Figure 1 from [6]. It shows two linear lattices on a cylinder. Here the cylinder has been slit along a generator and unrolled in the plane: a lattice becomes two non-parallel sets of regularly spaced lines; their intersections are the lattice points. Lattice a is "simple" because a single "principal spiral" runs through all the lattice points; for lattice b three spirals would be necessary.
Van Iterson considers simple lattices, and among simple lattices those which give the densest packing. These will occur when the two sets of parallel lines have the same spacing, and intersect at a 120^{o} angle.
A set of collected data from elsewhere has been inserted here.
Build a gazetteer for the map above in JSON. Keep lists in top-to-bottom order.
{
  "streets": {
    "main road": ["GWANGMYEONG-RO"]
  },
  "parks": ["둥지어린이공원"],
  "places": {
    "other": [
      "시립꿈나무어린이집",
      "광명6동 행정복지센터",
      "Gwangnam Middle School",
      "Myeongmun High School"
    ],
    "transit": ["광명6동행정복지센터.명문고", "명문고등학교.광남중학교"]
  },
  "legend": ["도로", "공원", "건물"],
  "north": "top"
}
Van Iterson's Figure 11. Neighboring discs in a regular array. Following numbers along the principal spiral, disc_{m} is the first to touch disc_{0}; disc_{n} is the second. Regularity forces disc_{m+n} to be tangent to both disc_{m} and disc_{n}. Dense packing will occur when, as shown here, disc_{m+n} is also tangent to disc_{0}. In that case van Iterson speaks of "three-numbered" contact. Each disc will lie on three "contact spirals," with slopes m, n and m+n.
Finally, van Iterson investigates what happens when the diameter a of the circle is varied with respect to the circumference A of the cylinder. The three simplest cases are m = 0, n = 1 (when a = A), then m = 1, n = 1, and m = 1, n = 2.
If we think of the transition from one packing to the next as driven by compression, then we can understand the move from II to III as circle 3 slipping between 1 and 2 to touch 0 (it can do this in two different directions). If we want to compress one of the forms of III we can slide 4 down between 1 and 3 to touch 0, giving (1, 3), or we can slide 5 down between 2 and 3 to touch 0, giving (2, 3). Generally, van Iterson showed that the (m, n) tiling (m < n) can compress to (m, m+n) or (n, m+n). This means that the pairs (m, n) that can occur in dense disk tilings of a cylinder correspond to the Farey numbers m/n: this is the listing of the rational numbers between 0 and 1 by layers: layer (-1) contains 0/1 and 1/1; layer 0 contains 1/2; and in general layer k contains all "Farey sums" of nearest-neighbor rationals in the union of the lower-numbered layers; the Farey sum of p/q and r/s is the rational (p+r)/(q+s). One can check that the (m, n) thus obtained are always relatively prime.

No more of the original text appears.